- Exercise description
Each line from the one containing "Localize the labels" through the end of the entries below must be output exactly; no other line belongs.

- Excerpted data
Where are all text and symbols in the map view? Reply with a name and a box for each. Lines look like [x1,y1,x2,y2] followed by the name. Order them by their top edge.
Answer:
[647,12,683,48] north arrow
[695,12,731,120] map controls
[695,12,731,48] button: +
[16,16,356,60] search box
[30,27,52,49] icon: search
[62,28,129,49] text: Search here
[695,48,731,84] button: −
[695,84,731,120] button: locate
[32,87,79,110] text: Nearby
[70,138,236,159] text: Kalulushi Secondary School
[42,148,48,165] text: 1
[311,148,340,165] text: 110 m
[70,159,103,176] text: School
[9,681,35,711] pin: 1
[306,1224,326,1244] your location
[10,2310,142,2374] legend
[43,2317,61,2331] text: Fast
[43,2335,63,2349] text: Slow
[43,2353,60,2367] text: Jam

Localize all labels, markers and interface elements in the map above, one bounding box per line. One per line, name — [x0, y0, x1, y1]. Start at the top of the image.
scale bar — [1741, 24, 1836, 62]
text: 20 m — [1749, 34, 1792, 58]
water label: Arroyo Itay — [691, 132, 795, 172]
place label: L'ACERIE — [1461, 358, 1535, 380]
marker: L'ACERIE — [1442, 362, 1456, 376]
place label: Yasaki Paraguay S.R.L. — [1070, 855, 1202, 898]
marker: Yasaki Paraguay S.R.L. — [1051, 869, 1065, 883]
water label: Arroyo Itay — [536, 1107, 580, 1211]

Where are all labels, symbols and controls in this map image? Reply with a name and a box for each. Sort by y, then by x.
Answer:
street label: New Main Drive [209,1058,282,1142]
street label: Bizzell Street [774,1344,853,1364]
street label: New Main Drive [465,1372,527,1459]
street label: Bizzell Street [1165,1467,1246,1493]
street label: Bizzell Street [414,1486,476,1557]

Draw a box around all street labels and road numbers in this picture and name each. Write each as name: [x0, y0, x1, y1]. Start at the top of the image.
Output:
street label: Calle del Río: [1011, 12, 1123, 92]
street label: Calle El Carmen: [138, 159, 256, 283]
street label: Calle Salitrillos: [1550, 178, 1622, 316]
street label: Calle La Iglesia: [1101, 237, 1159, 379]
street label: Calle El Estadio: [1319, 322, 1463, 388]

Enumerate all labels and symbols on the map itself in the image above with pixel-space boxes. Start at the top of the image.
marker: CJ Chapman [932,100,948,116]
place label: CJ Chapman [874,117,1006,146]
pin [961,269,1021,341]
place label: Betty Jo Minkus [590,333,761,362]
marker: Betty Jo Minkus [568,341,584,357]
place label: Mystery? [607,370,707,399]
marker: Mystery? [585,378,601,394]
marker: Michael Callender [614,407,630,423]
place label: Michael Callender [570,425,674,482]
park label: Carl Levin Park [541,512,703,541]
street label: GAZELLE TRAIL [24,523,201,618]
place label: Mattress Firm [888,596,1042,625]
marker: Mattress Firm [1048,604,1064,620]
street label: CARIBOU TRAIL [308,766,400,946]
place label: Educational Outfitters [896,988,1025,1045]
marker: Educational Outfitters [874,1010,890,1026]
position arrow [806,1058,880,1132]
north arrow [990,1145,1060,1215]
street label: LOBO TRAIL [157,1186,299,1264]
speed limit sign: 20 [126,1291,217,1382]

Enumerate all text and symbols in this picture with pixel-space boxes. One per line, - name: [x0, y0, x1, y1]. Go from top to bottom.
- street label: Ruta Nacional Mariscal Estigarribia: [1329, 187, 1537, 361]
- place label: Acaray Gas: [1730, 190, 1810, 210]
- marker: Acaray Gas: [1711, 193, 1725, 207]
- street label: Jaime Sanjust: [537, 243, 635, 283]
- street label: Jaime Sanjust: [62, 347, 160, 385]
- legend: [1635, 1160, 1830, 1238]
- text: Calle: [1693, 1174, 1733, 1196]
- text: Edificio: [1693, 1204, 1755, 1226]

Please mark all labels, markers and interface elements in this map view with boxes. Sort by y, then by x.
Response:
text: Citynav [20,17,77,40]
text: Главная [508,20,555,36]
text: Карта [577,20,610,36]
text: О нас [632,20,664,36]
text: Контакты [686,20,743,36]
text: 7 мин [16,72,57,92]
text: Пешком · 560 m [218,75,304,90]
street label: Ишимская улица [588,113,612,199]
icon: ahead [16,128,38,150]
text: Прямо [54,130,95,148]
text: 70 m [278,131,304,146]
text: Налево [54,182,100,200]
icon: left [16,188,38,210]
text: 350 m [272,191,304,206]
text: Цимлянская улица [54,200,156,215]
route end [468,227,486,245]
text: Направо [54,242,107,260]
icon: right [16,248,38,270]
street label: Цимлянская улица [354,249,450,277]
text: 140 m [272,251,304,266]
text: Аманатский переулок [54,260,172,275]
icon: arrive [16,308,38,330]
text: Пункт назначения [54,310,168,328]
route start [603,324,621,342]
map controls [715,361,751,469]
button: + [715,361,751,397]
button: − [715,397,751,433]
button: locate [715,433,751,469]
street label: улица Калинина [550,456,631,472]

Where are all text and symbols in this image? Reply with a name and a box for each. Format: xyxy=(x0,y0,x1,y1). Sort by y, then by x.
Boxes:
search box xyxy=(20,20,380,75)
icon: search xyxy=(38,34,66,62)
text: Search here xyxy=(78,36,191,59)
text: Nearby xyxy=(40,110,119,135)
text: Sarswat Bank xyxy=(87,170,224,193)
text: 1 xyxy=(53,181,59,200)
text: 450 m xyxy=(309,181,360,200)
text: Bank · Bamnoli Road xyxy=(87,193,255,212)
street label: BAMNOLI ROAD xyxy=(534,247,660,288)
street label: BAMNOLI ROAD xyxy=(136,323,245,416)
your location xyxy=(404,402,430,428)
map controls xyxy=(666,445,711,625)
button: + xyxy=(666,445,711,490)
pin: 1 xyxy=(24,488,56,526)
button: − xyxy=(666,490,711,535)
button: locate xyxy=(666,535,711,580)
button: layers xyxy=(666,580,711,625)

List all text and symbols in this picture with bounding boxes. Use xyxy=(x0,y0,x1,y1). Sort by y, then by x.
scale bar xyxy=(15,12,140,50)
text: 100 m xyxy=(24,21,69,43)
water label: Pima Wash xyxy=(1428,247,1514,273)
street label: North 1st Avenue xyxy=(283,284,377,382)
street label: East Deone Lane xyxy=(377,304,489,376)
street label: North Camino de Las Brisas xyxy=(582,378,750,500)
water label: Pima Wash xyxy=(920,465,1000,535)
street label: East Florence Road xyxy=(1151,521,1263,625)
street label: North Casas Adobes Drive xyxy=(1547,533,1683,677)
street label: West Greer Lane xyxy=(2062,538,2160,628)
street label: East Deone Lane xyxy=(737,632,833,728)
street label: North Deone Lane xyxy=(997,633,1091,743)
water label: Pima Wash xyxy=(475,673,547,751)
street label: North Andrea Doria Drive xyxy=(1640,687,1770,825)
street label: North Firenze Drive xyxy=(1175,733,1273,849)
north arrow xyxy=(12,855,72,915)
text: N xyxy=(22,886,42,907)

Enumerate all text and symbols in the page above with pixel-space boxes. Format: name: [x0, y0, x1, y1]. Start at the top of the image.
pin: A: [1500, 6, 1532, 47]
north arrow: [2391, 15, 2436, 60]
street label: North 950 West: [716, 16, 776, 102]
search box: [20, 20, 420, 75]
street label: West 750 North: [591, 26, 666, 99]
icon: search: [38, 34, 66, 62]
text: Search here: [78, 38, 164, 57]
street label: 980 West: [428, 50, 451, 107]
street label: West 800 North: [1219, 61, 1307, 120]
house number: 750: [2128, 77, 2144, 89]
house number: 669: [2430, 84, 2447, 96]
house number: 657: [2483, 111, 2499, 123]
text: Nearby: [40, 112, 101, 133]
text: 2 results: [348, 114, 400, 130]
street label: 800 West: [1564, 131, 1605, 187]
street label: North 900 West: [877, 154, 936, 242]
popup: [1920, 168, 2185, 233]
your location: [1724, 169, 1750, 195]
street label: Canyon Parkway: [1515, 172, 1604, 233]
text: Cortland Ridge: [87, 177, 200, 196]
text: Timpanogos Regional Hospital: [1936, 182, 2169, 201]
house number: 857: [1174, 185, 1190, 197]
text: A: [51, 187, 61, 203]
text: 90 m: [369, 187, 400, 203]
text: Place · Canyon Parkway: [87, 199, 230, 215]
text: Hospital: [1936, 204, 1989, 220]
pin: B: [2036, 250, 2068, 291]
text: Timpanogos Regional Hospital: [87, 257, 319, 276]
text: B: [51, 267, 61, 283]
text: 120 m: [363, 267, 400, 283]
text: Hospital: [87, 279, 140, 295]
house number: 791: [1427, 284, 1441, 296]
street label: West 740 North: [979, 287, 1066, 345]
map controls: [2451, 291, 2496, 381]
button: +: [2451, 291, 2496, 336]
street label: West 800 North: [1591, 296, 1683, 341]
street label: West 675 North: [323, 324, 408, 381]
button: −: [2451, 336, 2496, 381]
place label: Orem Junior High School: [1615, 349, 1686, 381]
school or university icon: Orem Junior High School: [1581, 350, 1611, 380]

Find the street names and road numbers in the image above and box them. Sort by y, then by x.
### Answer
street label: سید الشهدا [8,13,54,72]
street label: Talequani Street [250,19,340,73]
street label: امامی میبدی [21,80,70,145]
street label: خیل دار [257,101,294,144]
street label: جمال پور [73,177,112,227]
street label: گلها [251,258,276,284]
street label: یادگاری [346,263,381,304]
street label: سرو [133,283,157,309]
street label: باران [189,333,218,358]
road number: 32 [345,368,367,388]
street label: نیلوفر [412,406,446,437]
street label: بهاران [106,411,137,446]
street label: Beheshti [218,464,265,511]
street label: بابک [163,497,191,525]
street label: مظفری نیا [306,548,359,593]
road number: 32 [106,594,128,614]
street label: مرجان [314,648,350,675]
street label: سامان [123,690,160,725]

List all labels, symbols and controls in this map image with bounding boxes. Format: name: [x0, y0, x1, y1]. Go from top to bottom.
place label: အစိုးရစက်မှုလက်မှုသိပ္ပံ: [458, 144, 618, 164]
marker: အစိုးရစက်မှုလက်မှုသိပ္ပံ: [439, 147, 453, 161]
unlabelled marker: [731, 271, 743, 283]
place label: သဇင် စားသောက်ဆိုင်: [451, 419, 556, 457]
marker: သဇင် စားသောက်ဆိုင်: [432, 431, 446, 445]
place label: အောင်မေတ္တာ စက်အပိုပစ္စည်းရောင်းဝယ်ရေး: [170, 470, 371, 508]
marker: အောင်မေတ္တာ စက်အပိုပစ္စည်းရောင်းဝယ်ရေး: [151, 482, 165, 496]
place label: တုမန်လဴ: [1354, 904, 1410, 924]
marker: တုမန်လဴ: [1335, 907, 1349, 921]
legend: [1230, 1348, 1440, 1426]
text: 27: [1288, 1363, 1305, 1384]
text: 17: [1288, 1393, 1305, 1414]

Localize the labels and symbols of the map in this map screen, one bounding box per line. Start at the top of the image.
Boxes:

- Response to the task
Localize the labels and symbols of the map in this map screen, one bounding box per line. Start at the top of the image.
Boxes:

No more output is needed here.